Of course, that was all we needed to hear. I kicked into high gear and checked out 15 independent and assisted living facilities. One of the places towered above the others. It was only a few blocks from her condo and very near to my brother and me. It was lovely and airy and friendly and they also had a memory care facility—something that we hope to avoid as long as possible, but knowing it is there is a relief. Within three weeks of the initial conversation, my mom was safely moved and happy in her new life.

Assisted living is expensive. In Los Angeles, costs range from $5,000 to $15,000 per month. My mom’s facility costs her about $8,000 per month. Living on a small schoolteacher’s pension and a smaller social security check, the increased costs were going to impact all of us. But thankfully, my mother had LTCI—Long Term Care Insurance.

The LTCI was not without drama either. My mother had paid into the LTCI for 28 years. In the beginning it cost around $100 per month, but it had gone up to $480 per month. And then in the last two years, the insurance was nearing insolvency and the premiums went first to $900, then to $1,200 and finally to $1,900 per month. It was outrageous. We were about to join a class action lawsuit when we realized that mom needed to move into assisted living. So instead, we paid the premium and applied for the support and thankfully it has paid out.

The good news is that my mom loves her new place. She has friends and assistance and daily activities, and my siblings and I are enormously relieved.

If I may be so bold as to give some advice based on my experience: Have the conversation sooner rather than later. Find out what the person prefers. Look at the options. Visit facilities and check out prices. It worked out for us, but I hate to think if there had been no room at that ideal facility. None of the other places were nearly as good for her. I suggest choosing a facility that is convenient not only for the children, but also for any friends that are nearby. Maybe there is a way to incorporate elements of the previous life into the new life (in the beginning, my mom went back to the YMCA for a few classes). Or maybe, the better choice is to stay in the house with a helper. There are options. But just know, at some point, this is coming; and the sooner you are prepared for it, the better.

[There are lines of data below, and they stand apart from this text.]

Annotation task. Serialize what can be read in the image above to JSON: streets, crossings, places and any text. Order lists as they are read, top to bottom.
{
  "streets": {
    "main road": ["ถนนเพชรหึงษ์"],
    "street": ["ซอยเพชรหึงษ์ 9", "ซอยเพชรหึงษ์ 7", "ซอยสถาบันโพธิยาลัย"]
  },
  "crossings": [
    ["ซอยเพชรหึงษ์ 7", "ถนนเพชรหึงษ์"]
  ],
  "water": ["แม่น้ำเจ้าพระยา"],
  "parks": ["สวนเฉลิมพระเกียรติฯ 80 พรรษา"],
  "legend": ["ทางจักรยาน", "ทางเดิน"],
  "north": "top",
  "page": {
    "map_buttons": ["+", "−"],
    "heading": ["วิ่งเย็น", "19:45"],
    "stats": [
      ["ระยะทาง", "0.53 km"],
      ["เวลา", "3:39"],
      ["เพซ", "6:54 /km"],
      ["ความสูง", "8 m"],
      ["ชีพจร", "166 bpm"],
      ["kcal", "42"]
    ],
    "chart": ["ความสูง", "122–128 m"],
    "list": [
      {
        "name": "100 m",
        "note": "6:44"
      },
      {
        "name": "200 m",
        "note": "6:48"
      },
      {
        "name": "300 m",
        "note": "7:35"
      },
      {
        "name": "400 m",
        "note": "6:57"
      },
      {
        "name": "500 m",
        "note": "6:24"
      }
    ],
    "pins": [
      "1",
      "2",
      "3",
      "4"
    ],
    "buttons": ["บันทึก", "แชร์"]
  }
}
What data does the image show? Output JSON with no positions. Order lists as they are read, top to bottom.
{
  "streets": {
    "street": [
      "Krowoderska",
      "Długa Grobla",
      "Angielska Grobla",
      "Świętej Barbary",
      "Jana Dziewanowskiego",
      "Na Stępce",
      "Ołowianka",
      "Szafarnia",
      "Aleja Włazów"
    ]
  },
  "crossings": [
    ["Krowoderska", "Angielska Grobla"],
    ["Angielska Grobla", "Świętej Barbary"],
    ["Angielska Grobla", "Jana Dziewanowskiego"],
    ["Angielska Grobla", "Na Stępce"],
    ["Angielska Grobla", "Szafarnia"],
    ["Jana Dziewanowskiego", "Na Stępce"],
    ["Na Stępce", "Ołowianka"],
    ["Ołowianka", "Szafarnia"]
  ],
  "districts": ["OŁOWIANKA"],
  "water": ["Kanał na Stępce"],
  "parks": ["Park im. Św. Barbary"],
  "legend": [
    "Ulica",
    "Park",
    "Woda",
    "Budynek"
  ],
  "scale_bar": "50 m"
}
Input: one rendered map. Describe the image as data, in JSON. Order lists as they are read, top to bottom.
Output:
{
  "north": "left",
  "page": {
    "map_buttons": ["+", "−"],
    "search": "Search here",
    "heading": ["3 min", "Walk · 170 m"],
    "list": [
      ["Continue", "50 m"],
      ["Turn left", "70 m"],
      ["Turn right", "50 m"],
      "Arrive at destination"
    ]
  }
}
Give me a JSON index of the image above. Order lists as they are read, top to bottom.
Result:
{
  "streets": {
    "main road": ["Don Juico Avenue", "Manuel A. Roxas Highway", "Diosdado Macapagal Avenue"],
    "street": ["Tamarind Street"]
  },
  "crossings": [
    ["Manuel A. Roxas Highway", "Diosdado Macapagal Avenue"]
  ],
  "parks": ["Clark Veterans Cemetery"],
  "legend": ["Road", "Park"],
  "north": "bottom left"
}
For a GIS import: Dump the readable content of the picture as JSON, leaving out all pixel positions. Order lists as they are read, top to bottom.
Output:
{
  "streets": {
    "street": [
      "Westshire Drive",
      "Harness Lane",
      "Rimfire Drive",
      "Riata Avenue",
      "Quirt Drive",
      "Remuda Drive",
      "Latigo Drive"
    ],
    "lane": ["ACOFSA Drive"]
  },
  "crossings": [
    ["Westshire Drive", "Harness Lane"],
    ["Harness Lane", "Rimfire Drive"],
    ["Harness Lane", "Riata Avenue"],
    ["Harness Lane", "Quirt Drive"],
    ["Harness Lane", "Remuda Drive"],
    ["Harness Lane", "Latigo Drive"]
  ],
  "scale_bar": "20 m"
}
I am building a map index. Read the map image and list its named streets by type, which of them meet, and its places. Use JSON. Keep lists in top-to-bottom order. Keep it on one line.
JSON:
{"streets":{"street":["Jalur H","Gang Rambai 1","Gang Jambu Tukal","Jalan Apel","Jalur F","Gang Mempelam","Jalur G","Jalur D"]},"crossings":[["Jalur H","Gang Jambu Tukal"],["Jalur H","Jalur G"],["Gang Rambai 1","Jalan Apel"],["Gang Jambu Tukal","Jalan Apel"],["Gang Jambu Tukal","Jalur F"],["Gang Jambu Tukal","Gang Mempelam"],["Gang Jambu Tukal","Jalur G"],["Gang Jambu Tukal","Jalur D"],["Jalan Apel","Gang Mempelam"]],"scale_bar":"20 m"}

A week before she moved in to the facility I had a tearful conversation with my mom. She confided, “Danny, I had a nightmare last night.” I leaned in, concerned. “I saw myself walking into the dining room and nobody would eat with me.” I hugged my mom and cried with her. It dawned on me in that moment, no matter how old we are, there is a part of all of us that is still in 3rd grade.

I am happy to report that my mom is incredibly popular and every time I show up at mealtime, she is surrounded by five to eight of her friends all squeezing into a table to eat with her and laugh at her jokes.